J’évoquais l’apport de
Sebastian à la composition. Il est crédité de deux compositions radicalement différente mais s’intégrant tellement parfaitement dans le style de
Pain qu’ils auraient pu être écrit par son père. "Don’t
Wake the
Dead" (sujet qui revient régulièrement dans le groupe) aurait pu figurer sur "
Dancing with the Dead" tant il évoque cette époque plus mélodique, véritable tube à refrain où les claviers sont au centre du spectre sonore, avec une ligne de chant limpide et un refrain qui entre dans la tête dès la première écoute. Comme un "
Same Old Song" ou "Not Afraid to
Die", ce morceau apparaît déjà comme un indispensable des futurs concerts. Dans son registre le plus brutal, "
Revolution" s’ouvre quant à lui sur un hurlement typique du suédois et un riff à vous déboîter la nuque qui lorgne du côté d’un
Hypocrisy (comme c’était le cas sur plusieurs titres de "

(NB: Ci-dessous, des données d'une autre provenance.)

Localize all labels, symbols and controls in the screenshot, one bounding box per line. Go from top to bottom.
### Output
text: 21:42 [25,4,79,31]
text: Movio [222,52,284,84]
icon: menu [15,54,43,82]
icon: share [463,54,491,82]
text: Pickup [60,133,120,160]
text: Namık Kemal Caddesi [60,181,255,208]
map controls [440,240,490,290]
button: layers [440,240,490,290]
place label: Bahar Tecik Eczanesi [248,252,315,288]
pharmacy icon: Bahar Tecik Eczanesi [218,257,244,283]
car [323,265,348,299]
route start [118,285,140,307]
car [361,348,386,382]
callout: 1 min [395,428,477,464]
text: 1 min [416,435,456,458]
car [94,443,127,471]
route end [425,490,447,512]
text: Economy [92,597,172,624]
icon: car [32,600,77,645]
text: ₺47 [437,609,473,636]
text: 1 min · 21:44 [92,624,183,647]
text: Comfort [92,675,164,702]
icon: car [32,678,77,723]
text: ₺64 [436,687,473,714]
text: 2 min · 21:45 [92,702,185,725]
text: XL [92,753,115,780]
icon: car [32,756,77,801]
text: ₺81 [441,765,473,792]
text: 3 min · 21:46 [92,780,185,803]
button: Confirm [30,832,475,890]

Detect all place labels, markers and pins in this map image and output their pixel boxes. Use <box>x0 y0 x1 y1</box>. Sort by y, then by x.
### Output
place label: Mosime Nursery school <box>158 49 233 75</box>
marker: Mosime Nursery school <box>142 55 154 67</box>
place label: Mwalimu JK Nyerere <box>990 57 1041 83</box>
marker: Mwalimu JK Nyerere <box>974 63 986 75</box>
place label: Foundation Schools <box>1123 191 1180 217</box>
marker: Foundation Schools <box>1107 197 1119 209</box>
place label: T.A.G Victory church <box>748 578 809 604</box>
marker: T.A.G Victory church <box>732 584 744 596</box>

You Only Live Twice"). Et le moins que l’on puisse dire, c’est que dans les deux registres, le fils Tägtgren s’en sort à merveille et démontre que le père a été un bel artisan du talent de sa progéniture.
Au milieu de tout ça, plus qu’une révolution, c’est surtout un
Pain en pleine forme que nous retrouvons et qui fait plaisir à entendre là où nous ne savions pas vraiment quoi attendre du groupe à l’heure actuelle. Un "Not for Sale" irrévérencieux autant dans les textes que ce refrain teintés de sonorités 80 avec le chant grave et unique de Peter (on pense à "Psalms" ici), un "

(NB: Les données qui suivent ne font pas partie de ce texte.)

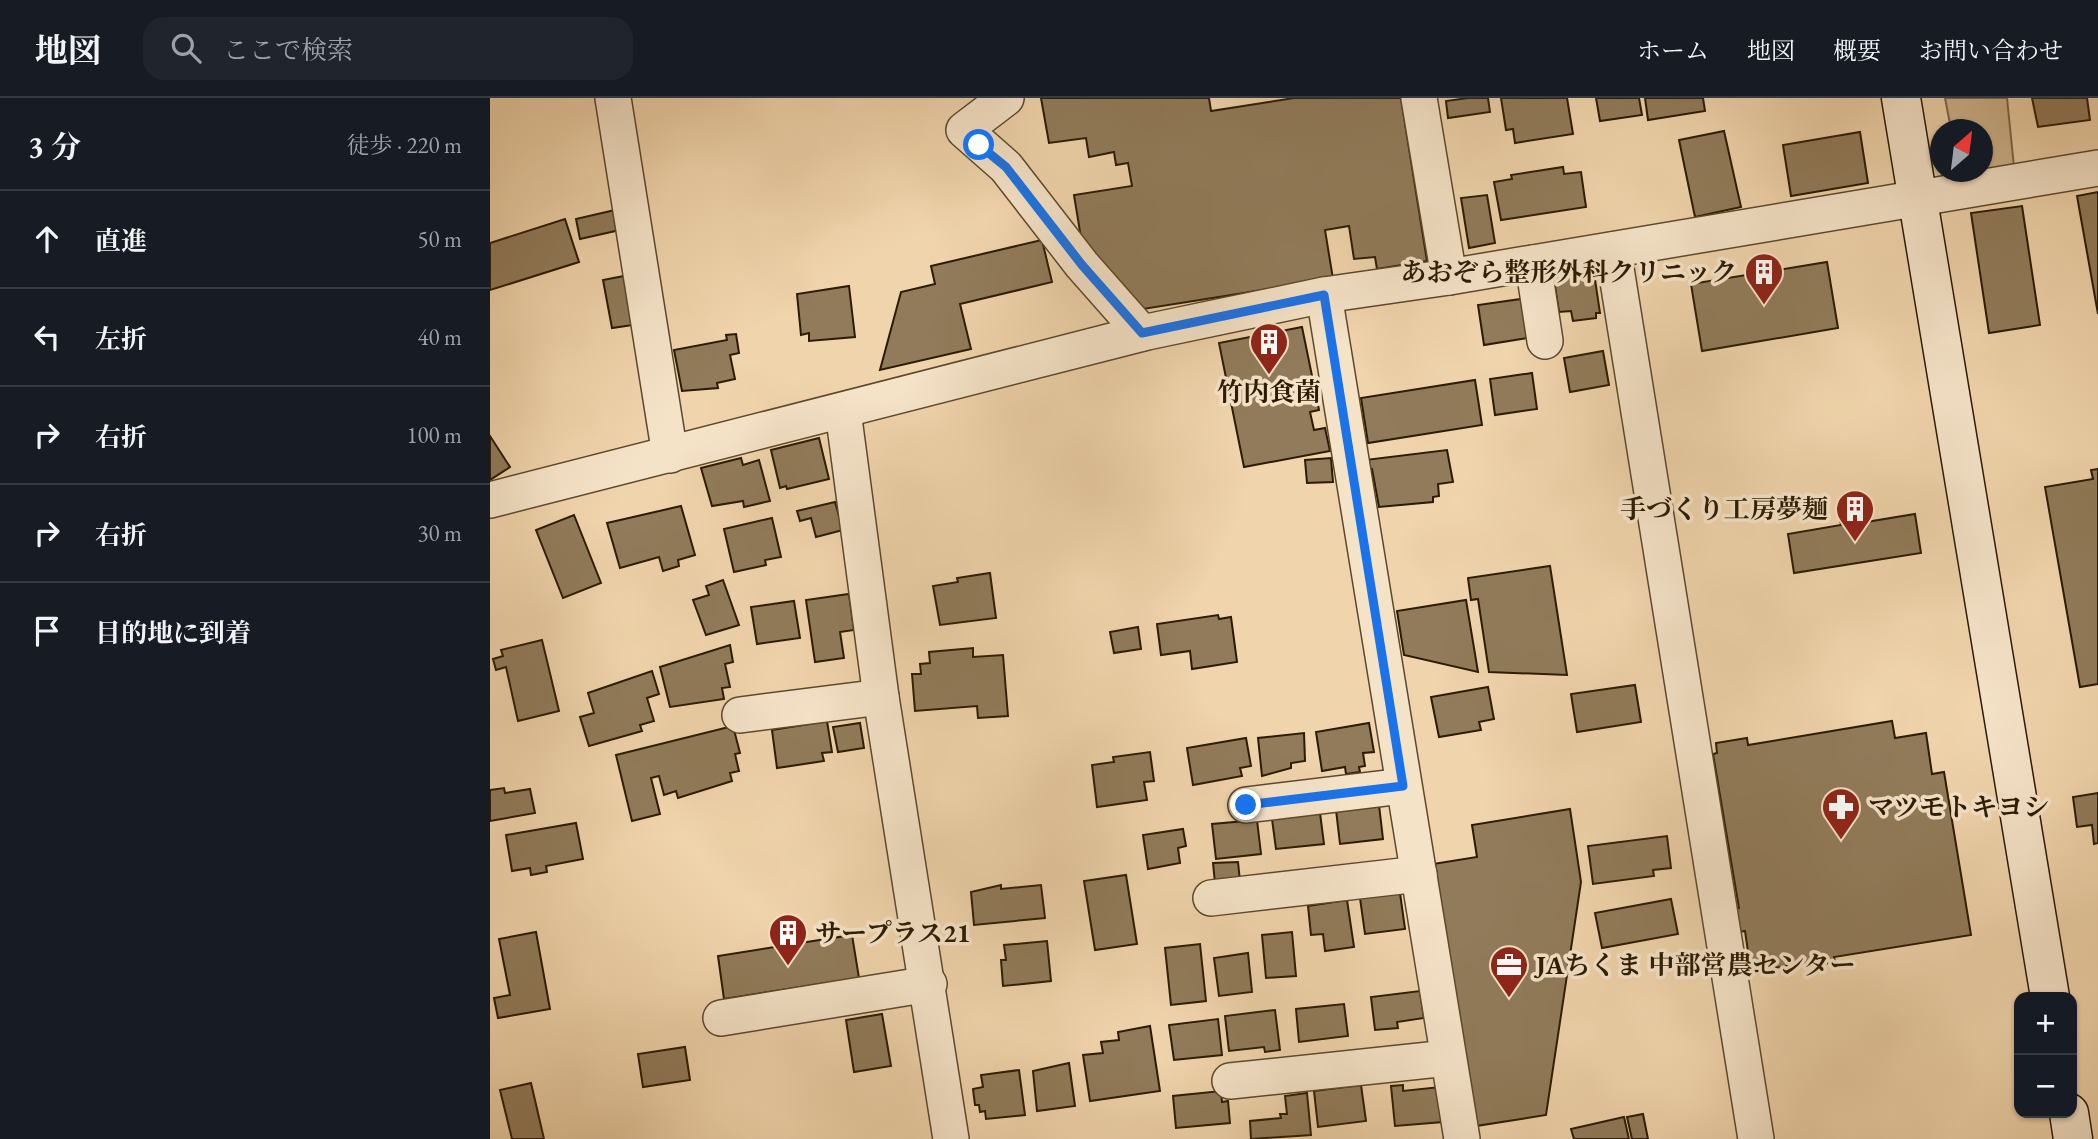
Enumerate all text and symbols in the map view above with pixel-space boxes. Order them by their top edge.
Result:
search box [143,17,633,80]
text: 地図 [35,29,101,72]
icon: search [167,29,205,67]
text: ここで検索 [223,33,353,67]
text: ホーム [1637,35,1709,66]
text: 地図 [1747,35,1795,66]
text: 概要 [1833,35,1881,66]
text: お問い合わせ [1919,35,2063,66]
north arrow [1930,119,1993,182]
text: 3 分 [28,127,81,166]
route start [963,129,994,160]
text: 徒歩 · 220 m [347,130,462,160]
icon: ahead [28,220,66,258]
text: 直進 [95,224,147,258]
text: 50 m [417,224,462,254]
building icon: あおぞら整形外科クリニック [1743,251,1785,306]
place label: あおぞら整形外科クリニック [1401,255,1737,289]
icon: left [28,318,66,356]
building icon: 竹内食菌 [1248,321,1290,376]
text: 左折 [95,322,147,356]
text: 40 m [417,322,462,352]
place label: 竹内食菌 [1217,375,1321,409]
icon: right [28,416,66,454]
text: 右折 [95,420,147,454]
text: 100 m [406,420,462,450]
building icon: 手づくり工房夢麺 [1834,488,1876,543]
place label: 手づくり工房夢麺 [1620,492,1828,526]
icon: right [28,514,66,552]
text: 右折 [95,518,147,552]
text: 30 m [417,518,462,548]
icon: arrive [28,612,66,650]
text: 目的地に到着 [95,616,251,650]
pharmacy icon: マツモトキヨシ [1820,786,1862,841]
route end [1230,789,1261,820]
place label: マツモトキヨシ [1868,790,2049,824]
building icon: サープラス21 [767,912,809,967]
place label: サープラス21 [815,916,970,950]
office icon: JAちくま 中部営農センター [1488,944,1530,999]
place label: JAちくま 中部営農センター [1533,948,1855,982]
map controls [2014,992,2077,1118]
button: + [2014,992,2077,1055]
button: − [2014,1055,2077,1118]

Go with the Flow" qui joue avec la new-wave (si Depeche Mode rencontrait
Pain) pour multiplier les arrangements synthétiques ou encore un "
Push the Pusher" qui s’articule autour d’un riff massif et d’un refrain assez radical comme en leur temps "Walking on
Glass", "
Nailed to the
Ground" ou "Feed the Demons". Des titres qui s'enchaînent de façon logique et cohérente et dont on retient souvent des éléments pour donner envie d’y revenir. "

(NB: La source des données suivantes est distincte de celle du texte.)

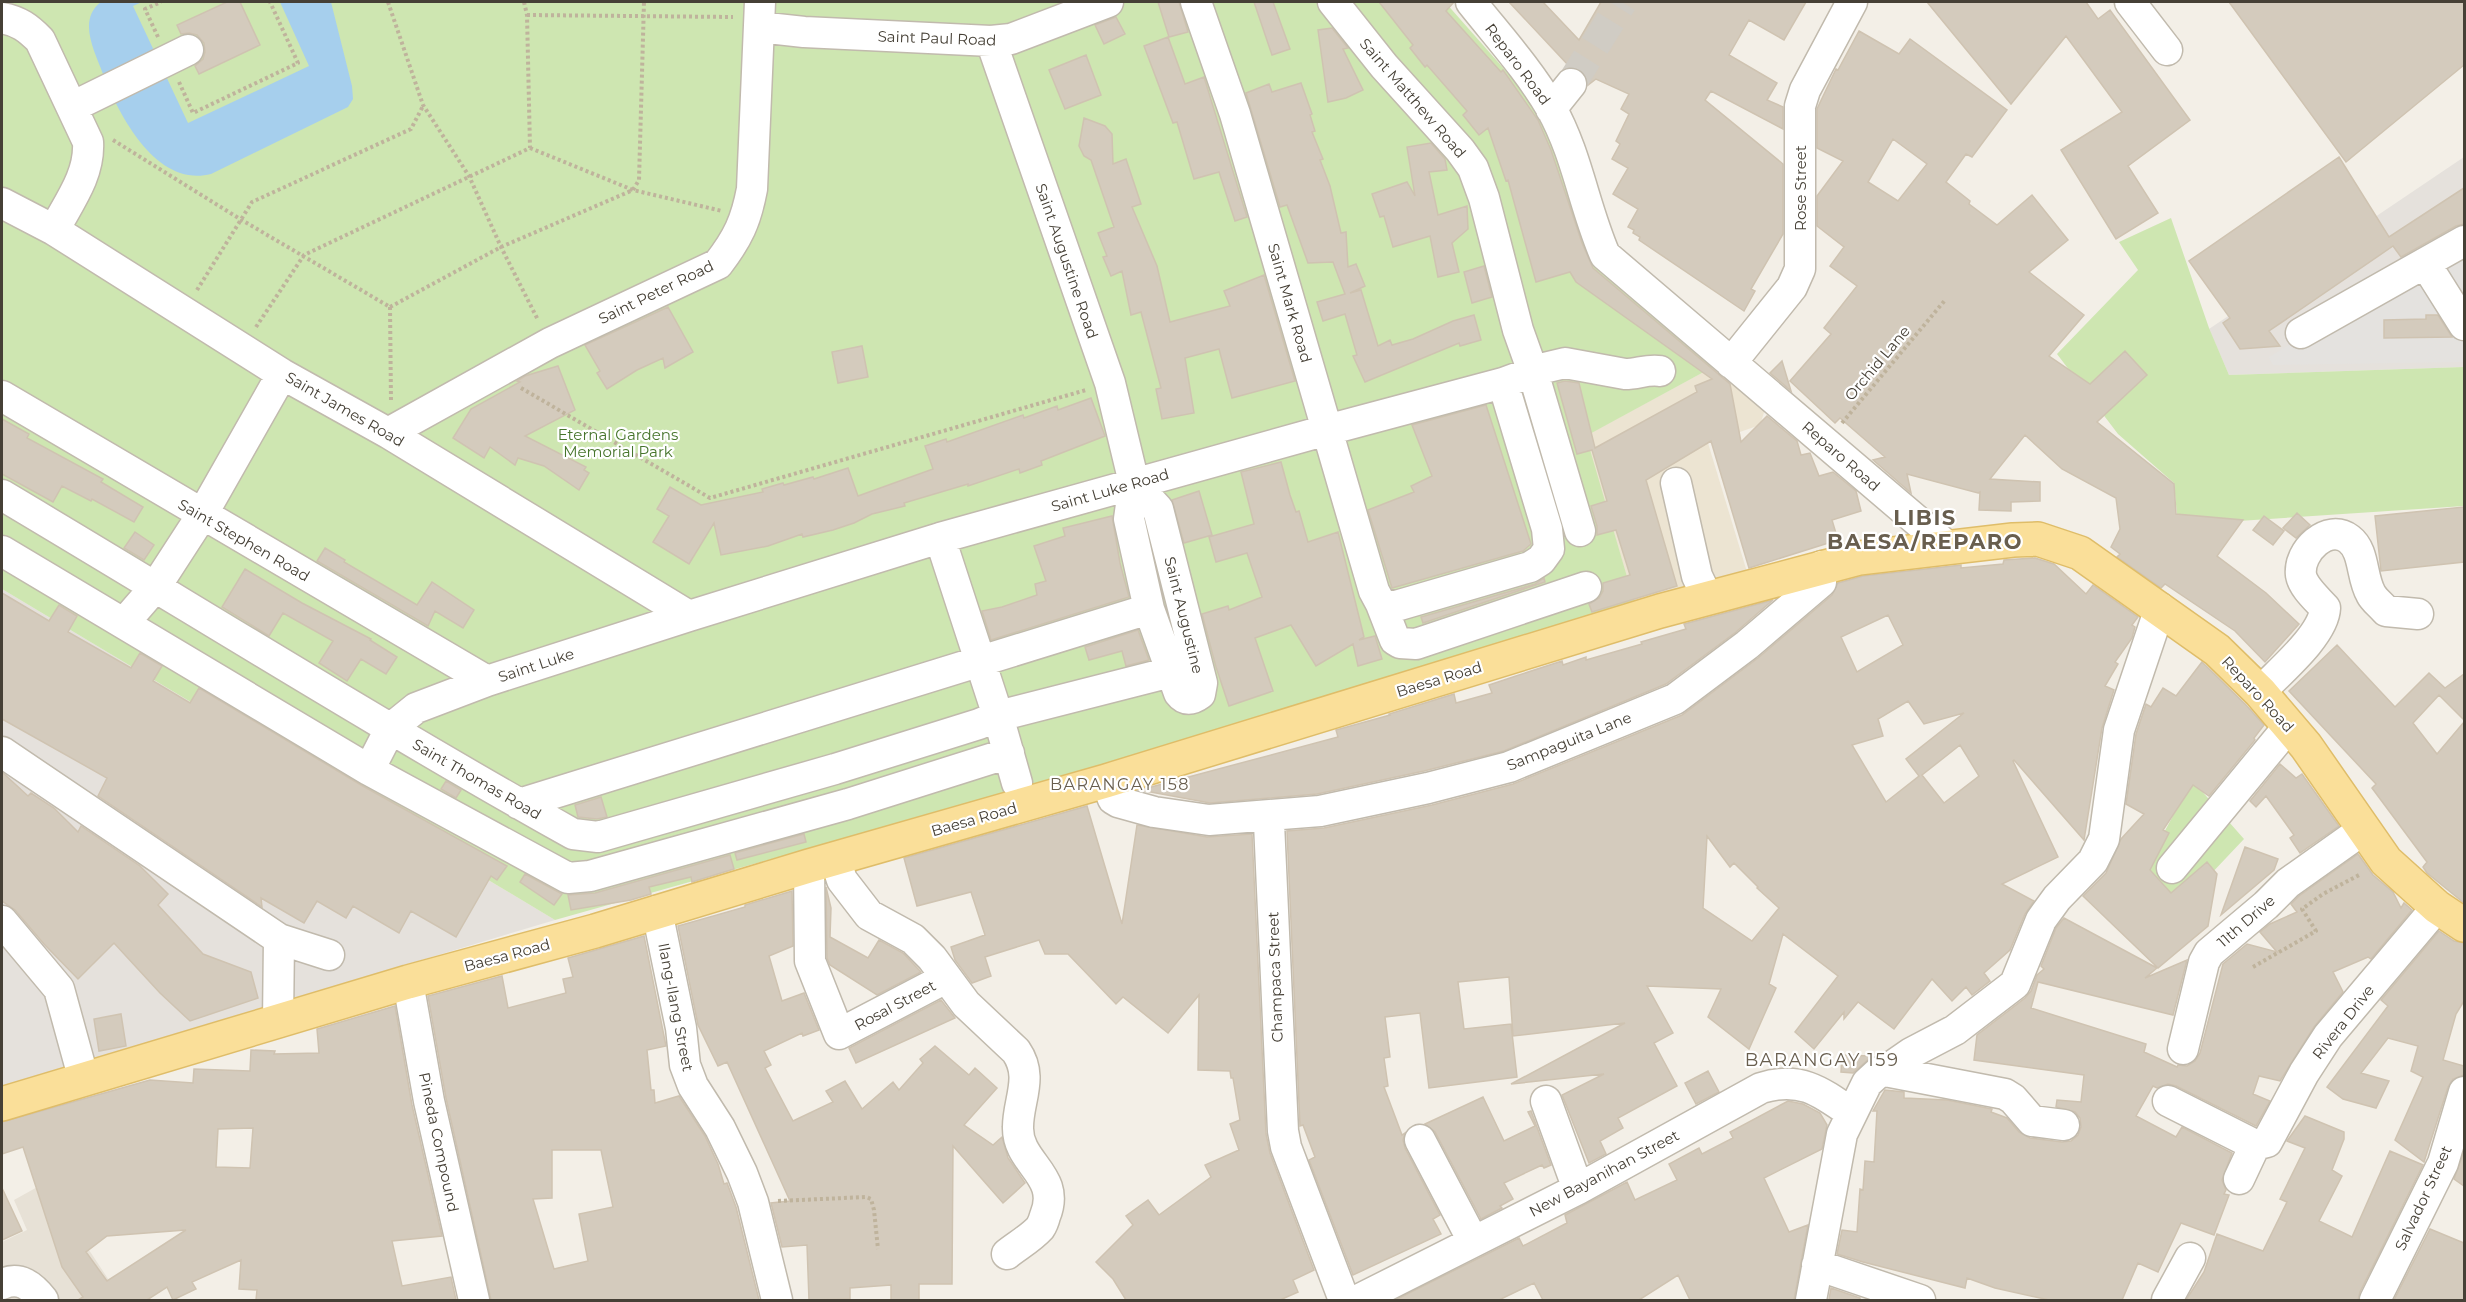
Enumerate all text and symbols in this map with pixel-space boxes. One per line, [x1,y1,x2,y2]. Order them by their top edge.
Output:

Party in My Head", dans ce contexte, fait office de joyeux bordel “hit single” qui n’aurait visiblement pas été déconnant à l’Eurovision (pour ceux qui ont remarqué que le refrain de "Rim Tim Tagi Dim" de Baby Lasagna - le candidat croate - avait de sérieuses ressemblances pour ne pas dire plus) et qui pourra devenir un autre moment pour headbanger en rythme avec Peter.
Le titre éponyme se veut plus mélancolique, évoquant le cancer et la maladie, trouvant sa force dans une interprétation pleine de pudeur prenant aux tripes. On pourrait presque retirer les arrangements pour en faire un titre acoustique, ce qu’il est parfois presque, la guitare clean se parant de reverb et la batterie s’effaçant au profit d’une boite à rythme. On regrettera un peu plus la présence de "
My Angel", titre electro pop où Peter avait collaboré avec Cécile Siméone (le titre avait disparu de la circulation et des plateformes de streaming) mais qui ressemble plutôt à un titre de
Pain passé à la moulinette de Mylene Farmer (avec des orchestrations qui sortent de "
Nothing Remains the Same"). Cette fin d’album tombe d’ailleurs un peu à plat puisque "Fair Game", juste après, reste dans ce registre de balade mélancolique conférant à ce final un côté mou et peu engageant.
Néanmoins, cela n’enlève rien au reste du disque qui ramène fièrement
Pain au centre des débats et, espérons-le, avec une fréquence de sorties plus cadencée. "
I Am". Oui,
Pain existe toujours, animé par ses machines et sa volonté. Entre furie et indus, un retour que nous n’attendions plus mais que nous accueillons pleinement.
Totalement d'accord, un gros feeling Dancing With The Dead/Psalms Of Extinction, et du très bon malgré un gros manque de nouveautés (ça passe pour celui-là, mais sur le prochaine va falloir enclencher la vitesse supérieure) et une fin d'album un peu... mollassonne.
Toujours un plaisir de lire tes chroniques Eternalis.
Oui, ce "I Am" fait plaisir après le moyen "Coming Home". J'espère que le père "tas-d'graines" va continuer à nous régaler.